Try to keep the number of files per directory under 1,000. There is no specific maximum, but as the number of files in a directory increases, the time to access the file also usually increases. This affects not only the time taken listing files in a directory, but accessing the individual files. This is more noticeable with Windows-based operating systems, but also affects ArcGIS on Linux-based operating systems.

Case sensitivity

Although file names are case insensitive in Windows, in many storage systems using a mixture of extension cases can cause issues. It is recommended to use lower case for file extensions.

Setting files as read-only

It is recommended to set data files such as TIF to be read only, but do not make the directory read only.

Images generally do not change. Files such as pyramids (.ovr) and metadata (.aux.xml) files may be added, but mostly it is possible and recommended to set the main imagery files (.tif and so on) as read-only. Some processes (such as setting the spatial reference) could change the file, but could also modify the associated .aux.xml file. By having image files set as read-only you can help ensure that the original files are not modified. This often ensure authenticity of a file and ensure that they are not unnecessarily backed up multiple times.

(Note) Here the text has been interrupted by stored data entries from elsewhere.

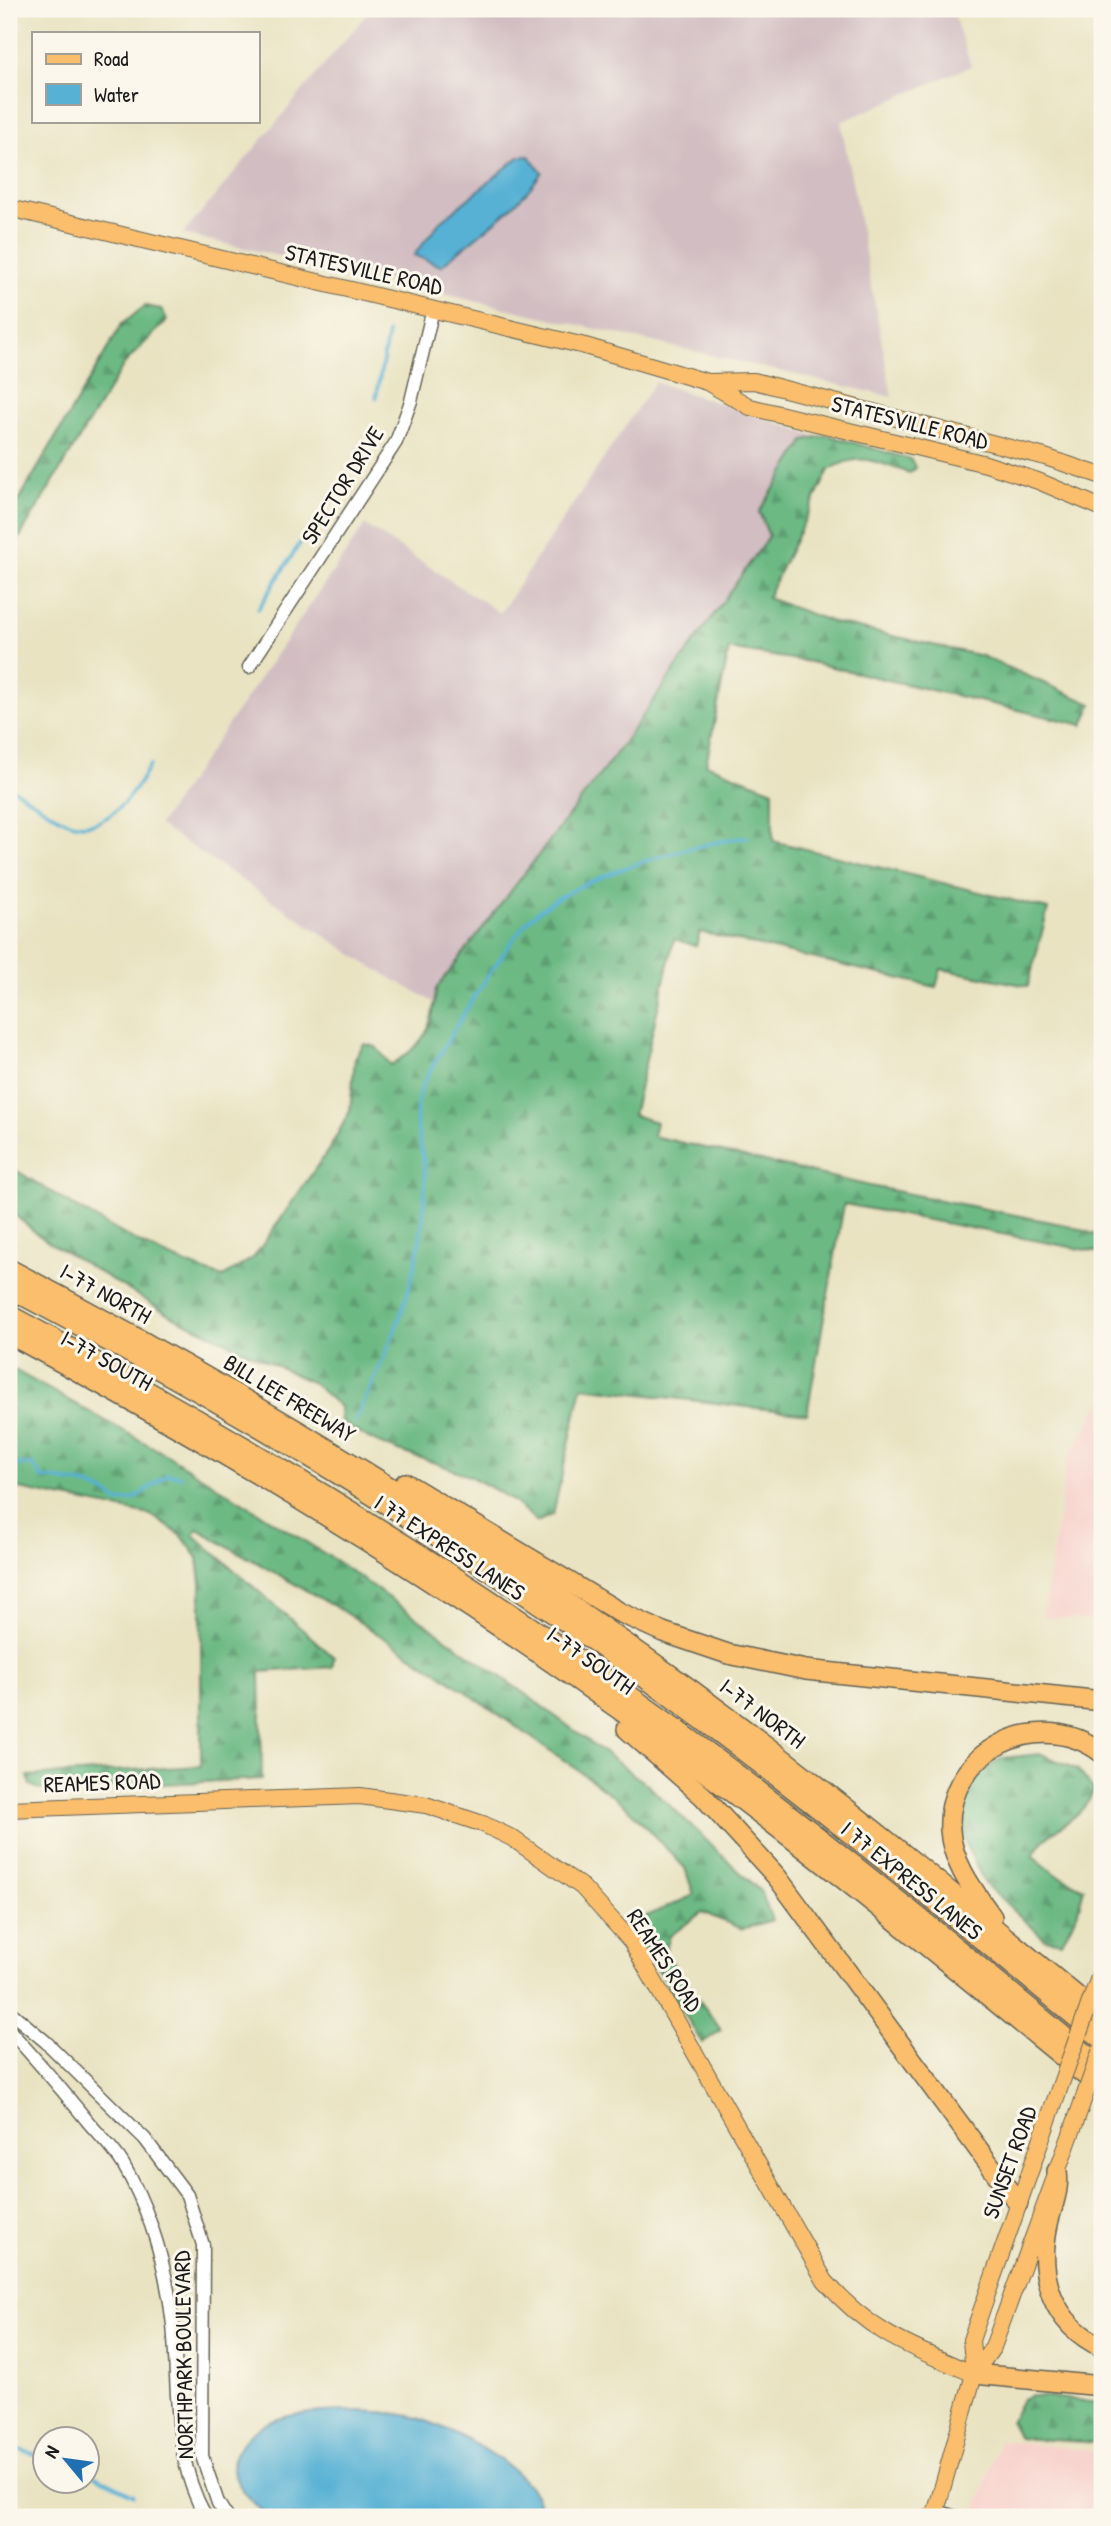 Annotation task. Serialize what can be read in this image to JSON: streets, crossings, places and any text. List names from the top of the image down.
{
  "streets": {
    "highway": [
      "I-77 NORTH",
      "I-77 SOUTH",
      "BILL LEE FREEWAY",
      "I 77 EXPRESS LANES"
    ],
    "main road": ["STATESVILLE ROAD", "REAMES ROAD", "SUNSET ROAD"],
    "street": ["SPECTOR DRIVE", "NORTHPARK BOULEVARD"]
  },
  "crossings": [
    ["STATESVILLE ROAD", "SPECTOR DRIVE"],
    ["I-77 NORTH", "BILL LEE FREEWAY"],
    ["I 77 EXPRESS LANES", "SUNSET ROAD"],
    ["REAMES ROAD", "SUNSET ROAD"]
  ],
  "legend": ["Road", "Water"],
  "north": "top left"
}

It is recommended to not set the directory in which the files are stored as read-only, since many of the workflows result in additional pyramid, statistics, or metadata files being written along with the source files. If the directories are read-only during the authoring processes, these files will be stored in separate locations disconnected from the originals.

Drive performance

As defined in the section above, due to the large size of imagery, it is not possible for the system to load all imagery into memory, and ArcGIS needs to read the required pixels off the disk system as needed. Therefore, the performance of the disk system is an important component of optimization. It is important that the server have fast access to the imagery. If the imagery is highly compressed this is less of a concern. It is recommended that you check the performance of the disk subsystem by using a disk speed testing utility.

UNC versus drive letters

On some file systems it may be better to reference files by drive names versus UNC paths. Whether there is a difference in performance, and which is faster, is dependent on many different factors, and it is best to determine this by testing.

Metadata

Metadata about imagery is important to maintain. Unfortunately, there are few standards that are adhered to. Typically, imagery that comes from a major data provider comes with associated metadata files for each scene. When a large number of files are associated with a single project, such as an aerial survey mission or a large collection of tiled images that make up a dataset, metadata may be available in the form of a table, or metadata is only associated using a document stored with the files.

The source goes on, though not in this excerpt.